If you come in first in a competition, that generally means that you have "won."

"First" implies either the beginning of a series or sequence (first gear, first grade, etc.) or it implies the best qualitatively.

And then there is the usage that suggests more is to come. Today is the first day of December. Tomorrow will no doubt be the second, as long as you stay in one place. Last year I chopped ten hours out of daY by flying east about 10,000 miles. Although only about 24 hours had elapsed, when I got there it wasn't "tomorrow" but the day after tomorrow.

Jette "suggests" we give a brief intro about ourselves. Okay--I live in Katrinaland, aka Louisiana. And yes, even though it's been more than a year, it's still pretty apparent that this area had a major major disaster of the first order. Huge areas depopulated. Thousands of dwellings still needing repairs, but even with half of Central America here working hard there still is not enough labor available for the magnitude of the job needing doing.

I work three days a week at the Women's Center of Newcomb College (Tulane.) I'm a volunteer, processing archives. BK I taught World Civ at another New Orleans university.

I live by myself, humanwise, but share my household with three cats, each of which is highly individual. My oldest one--an 8 yr. old 25 lb. male marmalade, has just set himself on the CPU--within scritching distance of my left hand. The other cats are 3 yr. old little girls I adopted from the Humane Society. They all get along quite well.

This time last year I was in a hospital in Mombasa, Kenya, with a broken hip. Once I got home I dictated the Holidailies entries to a daughter, who posted them for me.

This year should be more "normal."

At the moment my pet peeve is the Coke man who hasn't refilled the machine where I work in at least three weeks.
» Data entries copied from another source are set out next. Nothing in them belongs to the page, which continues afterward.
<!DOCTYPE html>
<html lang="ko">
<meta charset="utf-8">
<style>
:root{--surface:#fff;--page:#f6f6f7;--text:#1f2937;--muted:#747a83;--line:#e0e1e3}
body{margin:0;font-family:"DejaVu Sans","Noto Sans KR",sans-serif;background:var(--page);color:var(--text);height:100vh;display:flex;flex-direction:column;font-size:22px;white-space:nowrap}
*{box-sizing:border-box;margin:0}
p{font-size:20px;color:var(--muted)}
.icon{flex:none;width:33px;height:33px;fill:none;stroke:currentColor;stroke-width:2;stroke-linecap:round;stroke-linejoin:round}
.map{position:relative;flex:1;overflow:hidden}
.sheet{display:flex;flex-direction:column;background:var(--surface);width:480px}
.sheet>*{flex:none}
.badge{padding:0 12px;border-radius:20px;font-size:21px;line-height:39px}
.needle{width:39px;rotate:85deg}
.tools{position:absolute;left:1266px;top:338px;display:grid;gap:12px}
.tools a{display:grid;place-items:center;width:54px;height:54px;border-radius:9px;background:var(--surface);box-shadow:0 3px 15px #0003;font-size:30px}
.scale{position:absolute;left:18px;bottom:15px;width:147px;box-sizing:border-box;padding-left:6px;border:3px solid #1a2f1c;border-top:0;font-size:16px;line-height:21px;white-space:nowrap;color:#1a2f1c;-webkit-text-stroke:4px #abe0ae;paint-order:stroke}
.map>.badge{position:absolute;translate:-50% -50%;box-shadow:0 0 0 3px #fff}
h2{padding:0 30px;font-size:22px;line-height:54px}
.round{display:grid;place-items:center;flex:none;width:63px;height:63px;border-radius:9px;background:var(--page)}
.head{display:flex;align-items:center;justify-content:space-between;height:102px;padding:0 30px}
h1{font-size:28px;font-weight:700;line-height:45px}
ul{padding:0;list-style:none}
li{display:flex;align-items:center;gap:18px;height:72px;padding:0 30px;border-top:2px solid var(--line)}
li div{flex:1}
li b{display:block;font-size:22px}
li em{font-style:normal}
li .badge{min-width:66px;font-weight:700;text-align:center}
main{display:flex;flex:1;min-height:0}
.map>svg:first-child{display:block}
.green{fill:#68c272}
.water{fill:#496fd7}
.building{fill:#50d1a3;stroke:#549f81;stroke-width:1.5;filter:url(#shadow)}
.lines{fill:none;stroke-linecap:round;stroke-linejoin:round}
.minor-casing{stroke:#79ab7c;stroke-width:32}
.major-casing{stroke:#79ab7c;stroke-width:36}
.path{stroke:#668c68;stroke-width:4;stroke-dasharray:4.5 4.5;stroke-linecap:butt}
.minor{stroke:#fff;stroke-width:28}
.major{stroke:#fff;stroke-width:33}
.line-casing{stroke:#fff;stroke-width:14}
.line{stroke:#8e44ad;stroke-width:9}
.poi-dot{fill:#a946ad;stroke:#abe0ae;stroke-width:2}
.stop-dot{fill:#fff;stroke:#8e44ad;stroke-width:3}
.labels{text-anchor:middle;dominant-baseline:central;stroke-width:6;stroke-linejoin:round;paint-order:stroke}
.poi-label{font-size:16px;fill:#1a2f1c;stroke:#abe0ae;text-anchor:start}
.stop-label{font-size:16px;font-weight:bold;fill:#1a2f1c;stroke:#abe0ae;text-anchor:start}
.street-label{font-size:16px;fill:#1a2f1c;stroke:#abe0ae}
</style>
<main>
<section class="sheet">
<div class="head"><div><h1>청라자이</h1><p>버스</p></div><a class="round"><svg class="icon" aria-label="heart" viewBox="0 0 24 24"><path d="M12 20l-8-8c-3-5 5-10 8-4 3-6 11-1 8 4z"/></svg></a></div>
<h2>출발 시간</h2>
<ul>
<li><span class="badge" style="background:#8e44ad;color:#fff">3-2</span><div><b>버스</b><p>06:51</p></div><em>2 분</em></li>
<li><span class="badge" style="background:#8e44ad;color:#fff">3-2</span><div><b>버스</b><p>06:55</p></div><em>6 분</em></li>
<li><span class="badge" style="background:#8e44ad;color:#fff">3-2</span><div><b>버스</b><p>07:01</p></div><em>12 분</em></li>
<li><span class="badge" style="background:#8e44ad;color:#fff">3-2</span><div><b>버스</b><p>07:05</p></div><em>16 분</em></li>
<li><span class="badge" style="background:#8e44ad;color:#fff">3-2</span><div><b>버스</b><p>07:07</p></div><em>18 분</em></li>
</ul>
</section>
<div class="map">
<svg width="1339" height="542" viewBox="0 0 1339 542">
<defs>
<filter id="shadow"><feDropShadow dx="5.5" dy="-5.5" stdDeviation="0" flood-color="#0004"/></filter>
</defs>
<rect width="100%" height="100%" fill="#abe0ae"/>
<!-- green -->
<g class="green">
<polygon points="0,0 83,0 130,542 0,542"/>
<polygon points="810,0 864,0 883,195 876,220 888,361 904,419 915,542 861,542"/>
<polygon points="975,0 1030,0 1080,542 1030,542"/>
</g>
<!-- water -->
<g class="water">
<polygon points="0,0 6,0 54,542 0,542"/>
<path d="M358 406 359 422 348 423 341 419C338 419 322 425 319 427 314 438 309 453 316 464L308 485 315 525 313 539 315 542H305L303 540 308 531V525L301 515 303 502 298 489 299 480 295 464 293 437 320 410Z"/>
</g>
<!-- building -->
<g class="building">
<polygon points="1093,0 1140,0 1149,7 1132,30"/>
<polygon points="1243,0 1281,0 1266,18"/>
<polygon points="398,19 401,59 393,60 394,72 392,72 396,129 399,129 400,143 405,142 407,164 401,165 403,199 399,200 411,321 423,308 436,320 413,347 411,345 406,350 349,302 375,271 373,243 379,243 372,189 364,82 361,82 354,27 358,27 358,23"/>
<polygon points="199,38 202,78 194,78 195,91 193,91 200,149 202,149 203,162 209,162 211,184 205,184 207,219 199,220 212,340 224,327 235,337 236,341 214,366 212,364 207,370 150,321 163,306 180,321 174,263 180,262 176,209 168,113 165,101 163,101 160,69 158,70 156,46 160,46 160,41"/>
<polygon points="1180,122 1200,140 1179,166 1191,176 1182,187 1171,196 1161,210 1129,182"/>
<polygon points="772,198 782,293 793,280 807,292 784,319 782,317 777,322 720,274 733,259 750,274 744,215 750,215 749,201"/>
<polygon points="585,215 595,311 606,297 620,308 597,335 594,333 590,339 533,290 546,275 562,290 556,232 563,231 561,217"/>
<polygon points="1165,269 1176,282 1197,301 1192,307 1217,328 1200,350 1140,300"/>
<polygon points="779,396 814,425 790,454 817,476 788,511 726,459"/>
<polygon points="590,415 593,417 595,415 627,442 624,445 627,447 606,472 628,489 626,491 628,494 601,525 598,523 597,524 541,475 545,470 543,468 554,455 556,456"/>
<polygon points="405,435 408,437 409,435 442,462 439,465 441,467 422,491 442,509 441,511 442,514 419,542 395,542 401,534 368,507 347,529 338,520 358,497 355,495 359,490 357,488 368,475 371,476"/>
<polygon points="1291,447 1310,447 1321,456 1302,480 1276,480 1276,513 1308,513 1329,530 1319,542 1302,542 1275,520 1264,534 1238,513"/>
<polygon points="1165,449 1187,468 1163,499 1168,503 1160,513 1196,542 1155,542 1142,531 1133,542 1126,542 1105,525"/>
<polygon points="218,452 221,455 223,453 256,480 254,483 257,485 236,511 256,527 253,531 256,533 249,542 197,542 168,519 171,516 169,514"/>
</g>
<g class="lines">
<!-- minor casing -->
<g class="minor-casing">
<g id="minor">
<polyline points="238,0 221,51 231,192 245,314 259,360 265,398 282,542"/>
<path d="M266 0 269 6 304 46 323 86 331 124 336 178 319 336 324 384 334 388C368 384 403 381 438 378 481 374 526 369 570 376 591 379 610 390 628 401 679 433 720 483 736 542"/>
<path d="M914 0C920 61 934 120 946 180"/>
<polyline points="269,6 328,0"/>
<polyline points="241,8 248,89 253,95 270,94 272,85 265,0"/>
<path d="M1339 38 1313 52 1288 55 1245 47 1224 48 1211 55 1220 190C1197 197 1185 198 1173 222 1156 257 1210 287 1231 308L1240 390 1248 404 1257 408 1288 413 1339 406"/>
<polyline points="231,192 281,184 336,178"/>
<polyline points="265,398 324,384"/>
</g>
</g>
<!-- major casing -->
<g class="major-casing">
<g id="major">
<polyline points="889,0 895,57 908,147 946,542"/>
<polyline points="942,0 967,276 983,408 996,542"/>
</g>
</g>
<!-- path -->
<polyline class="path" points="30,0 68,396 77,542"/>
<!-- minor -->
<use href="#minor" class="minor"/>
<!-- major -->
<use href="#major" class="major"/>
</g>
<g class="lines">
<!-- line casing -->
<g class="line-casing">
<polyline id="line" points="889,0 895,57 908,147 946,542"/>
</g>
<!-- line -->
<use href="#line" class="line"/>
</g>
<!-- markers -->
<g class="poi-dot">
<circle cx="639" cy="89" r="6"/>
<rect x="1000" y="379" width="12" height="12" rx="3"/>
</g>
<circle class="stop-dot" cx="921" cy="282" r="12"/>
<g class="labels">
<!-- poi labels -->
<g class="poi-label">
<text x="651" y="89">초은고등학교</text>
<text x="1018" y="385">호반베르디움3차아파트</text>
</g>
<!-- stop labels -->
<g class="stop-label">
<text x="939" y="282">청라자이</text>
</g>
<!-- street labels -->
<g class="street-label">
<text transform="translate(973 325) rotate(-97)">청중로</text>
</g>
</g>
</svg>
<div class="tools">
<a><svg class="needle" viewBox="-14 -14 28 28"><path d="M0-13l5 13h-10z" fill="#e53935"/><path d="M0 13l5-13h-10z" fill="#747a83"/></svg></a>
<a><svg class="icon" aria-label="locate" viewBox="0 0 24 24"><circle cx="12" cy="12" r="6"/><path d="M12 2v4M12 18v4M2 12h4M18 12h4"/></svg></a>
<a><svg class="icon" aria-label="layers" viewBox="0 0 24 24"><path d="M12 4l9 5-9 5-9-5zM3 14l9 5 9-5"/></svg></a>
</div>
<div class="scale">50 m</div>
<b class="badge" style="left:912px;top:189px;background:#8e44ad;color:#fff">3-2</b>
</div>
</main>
It is now out of absolutely everything.

Today was an ordinary, uneventful, unremarkable day. I copied a journal of a woman's summer (1957) in New York City. It was rather neat reading about the places she visited. She had some pictures of the Stock Exchange.

I worked in NYC two summers, and the Stock Exchange was about two blocks away. I'd walk over there on my lunch hour--not because of any great interest in finance, but because it was one of the few airconditioned places around. (This was in the mid-fifties.) I earned $1 an hour--the year before it had been $.75, and the year before that it was the minimum for under 18s--$.65/hr.

Well, there's not much about one, or even first. You are aware that there are only 10 kinds of people--those who understand binary and those who don't.